■ **WHAT IS REQUIRED**:
Would you restate every entry that follows, word for word, and leave out the pictures?

■ **DATA TO PROCESS**:
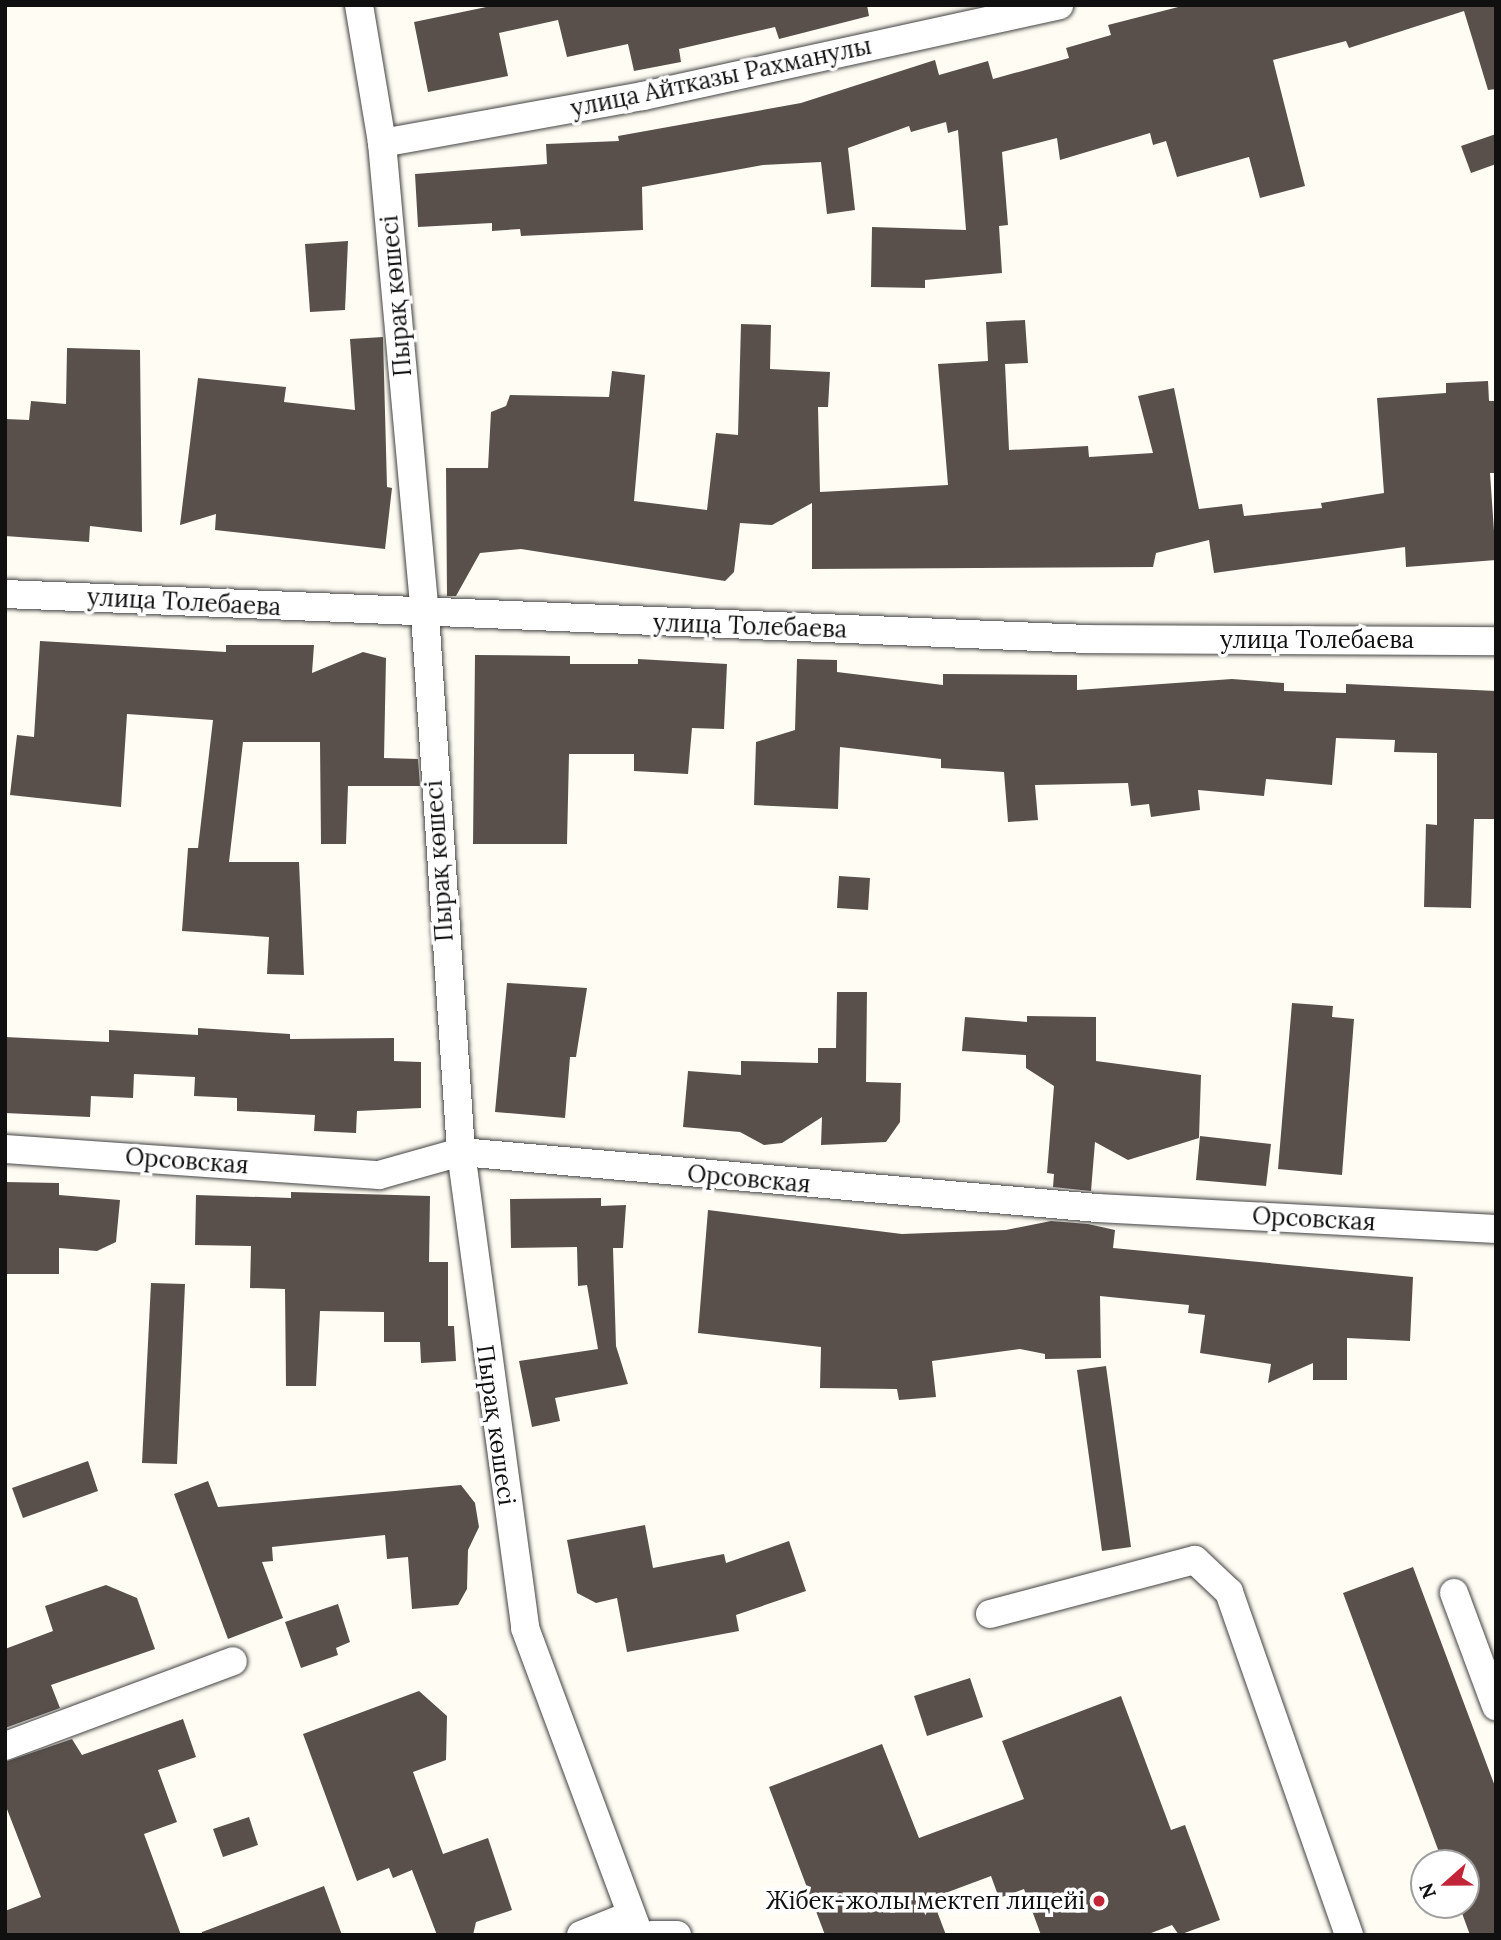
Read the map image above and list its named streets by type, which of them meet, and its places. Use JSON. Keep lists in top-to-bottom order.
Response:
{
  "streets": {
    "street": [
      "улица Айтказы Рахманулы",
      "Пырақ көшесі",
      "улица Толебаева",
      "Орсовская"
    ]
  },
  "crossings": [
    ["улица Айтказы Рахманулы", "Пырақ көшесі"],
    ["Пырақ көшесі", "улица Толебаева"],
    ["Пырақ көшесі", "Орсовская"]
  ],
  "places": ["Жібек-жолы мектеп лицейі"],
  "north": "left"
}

■ **EXERCISE RESULT**:
Read the map image above and list its named streets by type, which of them meet, and its places. Use JSON. Keep lists in top-to-bottom order.
Response:
{
  "streets": {
    "street": [
      "улица Айтказы Рахманулы",
      "Пырақ көшесі",
      "улица Толебаева",
      "Орсовская"
    ]
  },
  "crossings": [
    ["улица Айтказы Рахманулы", "Пырақ көшесі"],
    ["Пырақ көшесі", "улица Толебаева"],
    ["Пырақ көшесі", "Орсовская"]
  ],
  "places": ["Жібек-жолы мектеп лицейі"],
  "north": "left"
}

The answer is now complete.